MR. STRICKLAND: Did I hear you right? Did you say you want to replace our catcher Enrique with this little filly?
HANK: Let's walk this next batter, set up the double play.
HANK: Everybody wants to be a superstar now. Nobody wants to be a team player. You know, when the Coach wanted Mickey Mantle to take the pitch, and he wasn't too hung over to see the sign, he took the pitch, I tell you what.
PEGGY: I can't find the plate any more. Without my pitching, what am I? Just another four-eyed Boggle champion.
KAHN: Oh my God, you killed my Minh! Ha, not really. But you really do suck, Peggy Hill.

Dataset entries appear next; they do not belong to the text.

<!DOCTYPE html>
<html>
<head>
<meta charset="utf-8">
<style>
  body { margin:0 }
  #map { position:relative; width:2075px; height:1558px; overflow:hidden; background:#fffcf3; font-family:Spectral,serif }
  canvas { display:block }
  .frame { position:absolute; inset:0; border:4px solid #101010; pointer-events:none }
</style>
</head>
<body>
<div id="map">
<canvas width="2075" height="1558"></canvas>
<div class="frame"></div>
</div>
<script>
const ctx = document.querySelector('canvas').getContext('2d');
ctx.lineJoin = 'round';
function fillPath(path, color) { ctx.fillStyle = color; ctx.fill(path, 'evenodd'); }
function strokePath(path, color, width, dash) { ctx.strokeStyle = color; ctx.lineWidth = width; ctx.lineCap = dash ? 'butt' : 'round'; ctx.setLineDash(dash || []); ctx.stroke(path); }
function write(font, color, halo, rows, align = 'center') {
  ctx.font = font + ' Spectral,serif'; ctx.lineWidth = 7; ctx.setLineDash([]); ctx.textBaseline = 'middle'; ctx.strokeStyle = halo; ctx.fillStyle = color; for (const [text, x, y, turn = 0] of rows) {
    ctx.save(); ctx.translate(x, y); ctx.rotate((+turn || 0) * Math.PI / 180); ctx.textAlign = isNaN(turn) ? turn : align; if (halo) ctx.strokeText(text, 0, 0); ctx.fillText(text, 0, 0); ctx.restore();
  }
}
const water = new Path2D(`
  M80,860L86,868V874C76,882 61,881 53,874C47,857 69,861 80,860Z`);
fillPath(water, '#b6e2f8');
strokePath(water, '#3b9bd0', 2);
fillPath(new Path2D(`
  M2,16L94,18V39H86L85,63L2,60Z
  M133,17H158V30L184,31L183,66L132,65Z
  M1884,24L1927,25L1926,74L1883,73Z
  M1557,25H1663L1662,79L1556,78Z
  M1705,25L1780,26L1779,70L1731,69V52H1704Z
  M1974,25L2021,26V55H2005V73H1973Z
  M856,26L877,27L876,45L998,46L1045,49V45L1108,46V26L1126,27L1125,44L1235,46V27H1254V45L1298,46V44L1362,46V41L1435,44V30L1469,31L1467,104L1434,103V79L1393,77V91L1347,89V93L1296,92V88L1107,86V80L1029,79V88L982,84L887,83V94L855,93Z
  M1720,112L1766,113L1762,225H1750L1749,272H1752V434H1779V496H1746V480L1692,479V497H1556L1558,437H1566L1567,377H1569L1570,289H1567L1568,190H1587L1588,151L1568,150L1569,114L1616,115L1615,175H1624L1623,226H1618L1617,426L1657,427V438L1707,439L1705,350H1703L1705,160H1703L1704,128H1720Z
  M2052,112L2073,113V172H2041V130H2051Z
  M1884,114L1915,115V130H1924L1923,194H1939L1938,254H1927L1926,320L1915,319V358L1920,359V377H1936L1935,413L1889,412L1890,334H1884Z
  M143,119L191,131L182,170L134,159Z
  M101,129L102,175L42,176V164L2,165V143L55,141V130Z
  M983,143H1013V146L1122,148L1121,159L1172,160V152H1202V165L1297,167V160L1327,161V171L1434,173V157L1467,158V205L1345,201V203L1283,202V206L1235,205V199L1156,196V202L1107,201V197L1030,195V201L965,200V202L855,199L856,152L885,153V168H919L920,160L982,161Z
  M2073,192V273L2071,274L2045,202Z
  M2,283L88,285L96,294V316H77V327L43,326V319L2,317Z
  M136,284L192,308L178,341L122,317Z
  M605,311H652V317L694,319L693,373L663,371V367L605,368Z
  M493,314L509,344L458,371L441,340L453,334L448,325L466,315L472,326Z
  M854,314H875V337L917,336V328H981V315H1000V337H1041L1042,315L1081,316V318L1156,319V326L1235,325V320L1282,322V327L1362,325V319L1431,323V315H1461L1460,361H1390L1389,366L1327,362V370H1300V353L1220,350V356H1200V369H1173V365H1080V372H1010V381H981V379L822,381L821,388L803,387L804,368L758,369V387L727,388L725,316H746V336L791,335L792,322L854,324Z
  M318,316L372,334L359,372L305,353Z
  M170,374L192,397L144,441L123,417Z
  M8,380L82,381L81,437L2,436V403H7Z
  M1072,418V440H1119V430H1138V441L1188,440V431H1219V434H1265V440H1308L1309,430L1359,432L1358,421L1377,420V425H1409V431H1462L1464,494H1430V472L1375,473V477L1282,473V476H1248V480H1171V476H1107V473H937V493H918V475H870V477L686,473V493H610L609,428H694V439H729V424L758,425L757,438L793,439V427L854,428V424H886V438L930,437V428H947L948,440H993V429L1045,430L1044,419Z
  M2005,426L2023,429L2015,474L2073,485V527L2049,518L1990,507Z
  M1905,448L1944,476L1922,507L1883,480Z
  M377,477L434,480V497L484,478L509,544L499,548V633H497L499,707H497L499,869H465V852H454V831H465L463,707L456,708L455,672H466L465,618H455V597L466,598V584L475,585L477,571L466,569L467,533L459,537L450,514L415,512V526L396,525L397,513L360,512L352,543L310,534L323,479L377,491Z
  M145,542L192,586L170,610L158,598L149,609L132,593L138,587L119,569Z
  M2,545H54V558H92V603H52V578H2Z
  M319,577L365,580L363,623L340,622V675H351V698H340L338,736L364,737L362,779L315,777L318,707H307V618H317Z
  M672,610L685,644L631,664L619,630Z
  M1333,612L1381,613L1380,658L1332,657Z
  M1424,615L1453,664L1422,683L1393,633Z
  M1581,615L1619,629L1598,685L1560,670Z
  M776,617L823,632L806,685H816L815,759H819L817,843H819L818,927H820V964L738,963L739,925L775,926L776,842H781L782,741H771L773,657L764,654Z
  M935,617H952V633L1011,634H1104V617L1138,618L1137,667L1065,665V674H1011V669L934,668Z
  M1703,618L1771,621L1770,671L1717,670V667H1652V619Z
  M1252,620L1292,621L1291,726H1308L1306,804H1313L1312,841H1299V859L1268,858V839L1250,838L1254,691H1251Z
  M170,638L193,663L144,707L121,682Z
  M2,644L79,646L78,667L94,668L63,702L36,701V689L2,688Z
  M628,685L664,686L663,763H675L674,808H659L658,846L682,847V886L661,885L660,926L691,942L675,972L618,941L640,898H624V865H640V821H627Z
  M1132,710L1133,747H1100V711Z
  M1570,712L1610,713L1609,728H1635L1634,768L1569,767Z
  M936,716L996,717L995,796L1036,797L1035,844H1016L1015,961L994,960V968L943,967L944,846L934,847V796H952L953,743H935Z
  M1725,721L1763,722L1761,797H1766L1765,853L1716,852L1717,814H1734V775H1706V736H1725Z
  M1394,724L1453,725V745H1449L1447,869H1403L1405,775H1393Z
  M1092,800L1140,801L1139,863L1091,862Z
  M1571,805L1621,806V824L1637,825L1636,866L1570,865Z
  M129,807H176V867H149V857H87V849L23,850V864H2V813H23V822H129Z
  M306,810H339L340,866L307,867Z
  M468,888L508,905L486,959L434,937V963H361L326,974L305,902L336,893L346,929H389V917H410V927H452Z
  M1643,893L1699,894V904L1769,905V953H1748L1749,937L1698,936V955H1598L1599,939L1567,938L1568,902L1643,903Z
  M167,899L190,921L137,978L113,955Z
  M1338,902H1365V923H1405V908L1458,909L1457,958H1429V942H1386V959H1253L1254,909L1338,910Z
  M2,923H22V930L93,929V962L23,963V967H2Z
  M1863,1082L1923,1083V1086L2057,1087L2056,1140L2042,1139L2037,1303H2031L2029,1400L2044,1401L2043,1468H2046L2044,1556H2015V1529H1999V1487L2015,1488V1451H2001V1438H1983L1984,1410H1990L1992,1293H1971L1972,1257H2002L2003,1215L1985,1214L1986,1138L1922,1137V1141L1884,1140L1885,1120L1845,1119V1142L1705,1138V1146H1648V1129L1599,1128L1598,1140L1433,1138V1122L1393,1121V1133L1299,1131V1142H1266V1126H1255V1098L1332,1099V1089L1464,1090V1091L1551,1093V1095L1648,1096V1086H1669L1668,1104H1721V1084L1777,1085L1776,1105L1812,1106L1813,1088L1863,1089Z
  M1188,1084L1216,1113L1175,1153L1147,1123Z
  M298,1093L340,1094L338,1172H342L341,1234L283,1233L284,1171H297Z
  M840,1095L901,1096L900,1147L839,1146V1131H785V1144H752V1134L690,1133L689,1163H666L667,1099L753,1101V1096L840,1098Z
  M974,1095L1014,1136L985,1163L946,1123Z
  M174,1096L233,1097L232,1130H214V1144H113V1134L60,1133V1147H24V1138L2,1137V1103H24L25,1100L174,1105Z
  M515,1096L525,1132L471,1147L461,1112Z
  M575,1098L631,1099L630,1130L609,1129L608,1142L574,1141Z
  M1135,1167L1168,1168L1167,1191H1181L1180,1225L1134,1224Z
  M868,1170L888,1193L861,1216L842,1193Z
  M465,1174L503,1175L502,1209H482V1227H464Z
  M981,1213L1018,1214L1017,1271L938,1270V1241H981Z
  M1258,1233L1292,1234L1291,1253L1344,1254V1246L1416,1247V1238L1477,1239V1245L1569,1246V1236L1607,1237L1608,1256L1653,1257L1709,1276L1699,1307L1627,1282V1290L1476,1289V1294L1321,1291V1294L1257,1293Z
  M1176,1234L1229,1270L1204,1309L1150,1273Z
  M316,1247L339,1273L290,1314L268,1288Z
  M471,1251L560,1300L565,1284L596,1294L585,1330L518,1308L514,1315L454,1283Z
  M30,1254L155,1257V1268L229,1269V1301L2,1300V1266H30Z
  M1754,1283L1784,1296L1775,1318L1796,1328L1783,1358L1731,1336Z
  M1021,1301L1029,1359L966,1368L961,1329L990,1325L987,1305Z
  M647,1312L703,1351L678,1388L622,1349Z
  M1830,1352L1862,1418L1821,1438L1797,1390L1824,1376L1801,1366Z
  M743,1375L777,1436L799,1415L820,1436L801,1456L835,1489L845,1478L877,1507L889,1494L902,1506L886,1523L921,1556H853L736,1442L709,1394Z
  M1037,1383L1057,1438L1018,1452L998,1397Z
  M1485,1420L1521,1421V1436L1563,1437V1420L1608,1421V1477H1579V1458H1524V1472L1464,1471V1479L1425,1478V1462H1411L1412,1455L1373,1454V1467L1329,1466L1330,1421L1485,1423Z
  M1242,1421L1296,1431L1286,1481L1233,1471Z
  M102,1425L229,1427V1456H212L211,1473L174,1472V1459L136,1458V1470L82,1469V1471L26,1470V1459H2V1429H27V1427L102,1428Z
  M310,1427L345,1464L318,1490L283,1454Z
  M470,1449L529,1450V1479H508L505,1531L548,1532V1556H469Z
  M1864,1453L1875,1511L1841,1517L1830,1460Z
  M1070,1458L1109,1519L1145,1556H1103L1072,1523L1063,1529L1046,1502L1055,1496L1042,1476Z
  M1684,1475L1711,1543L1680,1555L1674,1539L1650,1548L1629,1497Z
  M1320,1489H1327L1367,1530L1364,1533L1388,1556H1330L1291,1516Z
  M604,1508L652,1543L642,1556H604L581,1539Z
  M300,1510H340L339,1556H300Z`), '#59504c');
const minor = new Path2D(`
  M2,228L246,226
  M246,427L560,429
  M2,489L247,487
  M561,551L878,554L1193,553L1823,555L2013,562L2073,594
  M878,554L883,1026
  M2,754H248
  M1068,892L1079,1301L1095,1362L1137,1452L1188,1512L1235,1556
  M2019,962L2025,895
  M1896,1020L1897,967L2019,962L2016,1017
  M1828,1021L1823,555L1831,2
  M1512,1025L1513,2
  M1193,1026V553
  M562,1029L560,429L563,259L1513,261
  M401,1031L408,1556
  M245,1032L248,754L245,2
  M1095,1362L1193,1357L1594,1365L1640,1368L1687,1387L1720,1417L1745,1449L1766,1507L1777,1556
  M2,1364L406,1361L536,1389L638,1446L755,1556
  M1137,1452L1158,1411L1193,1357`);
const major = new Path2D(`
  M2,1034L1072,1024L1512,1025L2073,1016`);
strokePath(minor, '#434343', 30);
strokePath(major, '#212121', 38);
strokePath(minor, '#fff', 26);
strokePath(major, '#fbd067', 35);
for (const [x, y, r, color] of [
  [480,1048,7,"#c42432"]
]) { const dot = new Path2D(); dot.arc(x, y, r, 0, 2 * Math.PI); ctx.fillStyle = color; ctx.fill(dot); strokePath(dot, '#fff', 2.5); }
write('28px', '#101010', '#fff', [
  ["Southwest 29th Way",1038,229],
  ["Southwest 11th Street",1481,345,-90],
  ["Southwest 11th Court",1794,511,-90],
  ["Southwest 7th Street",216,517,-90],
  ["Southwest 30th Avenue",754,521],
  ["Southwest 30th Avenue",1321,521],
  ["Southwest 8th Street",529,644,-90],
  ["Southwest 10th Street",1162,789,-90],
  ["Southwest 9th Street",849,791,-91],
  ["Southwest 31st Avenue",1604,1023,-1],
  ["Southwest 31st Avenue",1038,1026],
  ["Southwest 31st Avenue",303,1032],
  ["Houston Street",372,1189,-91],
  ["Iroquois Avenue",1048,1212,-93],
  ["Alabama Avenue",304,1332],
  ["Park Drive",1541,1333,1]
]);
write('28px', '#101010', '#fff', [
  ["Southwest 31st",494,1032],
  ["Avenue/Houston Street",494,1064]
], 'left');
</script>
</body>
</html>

HANK: We're playing Thatherton's team today, Luanne. Be careful, he'll use every trick in the book to mess with the catcher, including the use of off-color language.
PEGGY: I think I can safely say, "the pitch is back!" (laughs) Oh, Peggy!
BOBBY: Who's ready to take the cookie challenge? On the left, Bobby's cookies, fresh and buttery. And on the right, Arrow Girl cookies, foul and musty.
CONNIE: My boyfriend is a cookie genius!
BOOMHAUER: Hey man, you don't think you could help me get some of them Ranger tickets, man? Nope? Strike one!
PEGGY: We both know Kurt Bevaqua corks his bat. He always has and he always will.